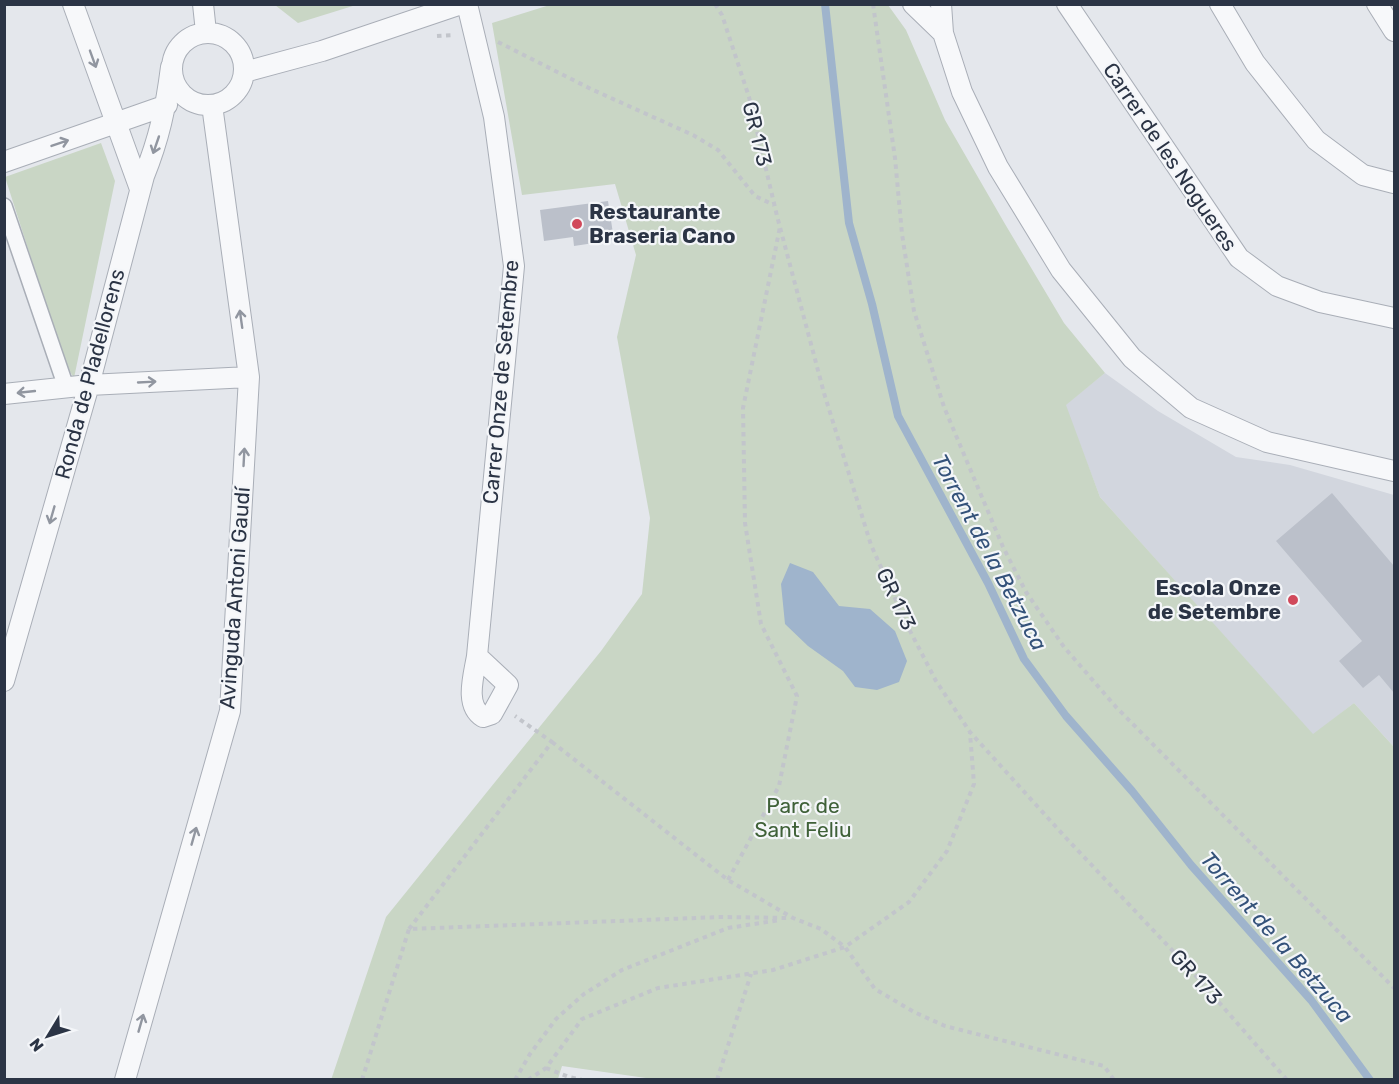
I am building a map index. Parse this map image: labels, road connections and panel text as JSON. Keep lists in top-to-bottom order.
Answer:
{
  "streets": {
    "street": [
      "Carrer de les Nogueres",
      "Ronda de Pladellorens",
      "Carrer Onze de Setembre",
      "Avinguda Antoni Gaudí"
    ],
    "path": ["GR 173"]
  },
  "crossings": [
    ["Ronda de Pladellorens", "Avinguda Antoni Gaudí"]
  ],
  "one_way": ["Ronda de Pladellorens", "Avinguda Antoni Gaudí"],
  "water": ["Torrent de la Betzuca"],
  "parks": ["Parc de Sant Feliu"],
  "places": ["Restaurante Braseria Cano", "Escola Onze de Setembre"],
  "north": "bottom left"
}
────────────────────
#### Prompt
All of the data above must be printed exactly, minus its pictures.

#### Solution
I am building a map index. Parse this map image: labels, road connections and panel text as JSON. Keep lists in top-to-bottom order.
Answer:
{
  "streets": {
    "street": [
      "Carrer de les Nogueres",
      "Ronda de Pladellorens",
      "Carrer Onze de Setembre",
      "Avinguda Antoni Gaudí"
    ],
    "path": ["GR 173"]
  },
  "crossings": [
    ["Ronda de Pladellorens", "Avinguda Antoni Gaudí"]
  ],
  "one_way": ["Ronda de Pladellorens", "Avinguda Antoni Gaudí"],
  "water": ["Torrent de la Betzuca"],
  "parks": ["Parc de Sant Feliu"],
  "places": ["Restaurante Braseria Cano", "Escola Onze de Setembre"],
  "north": "bottom left"
}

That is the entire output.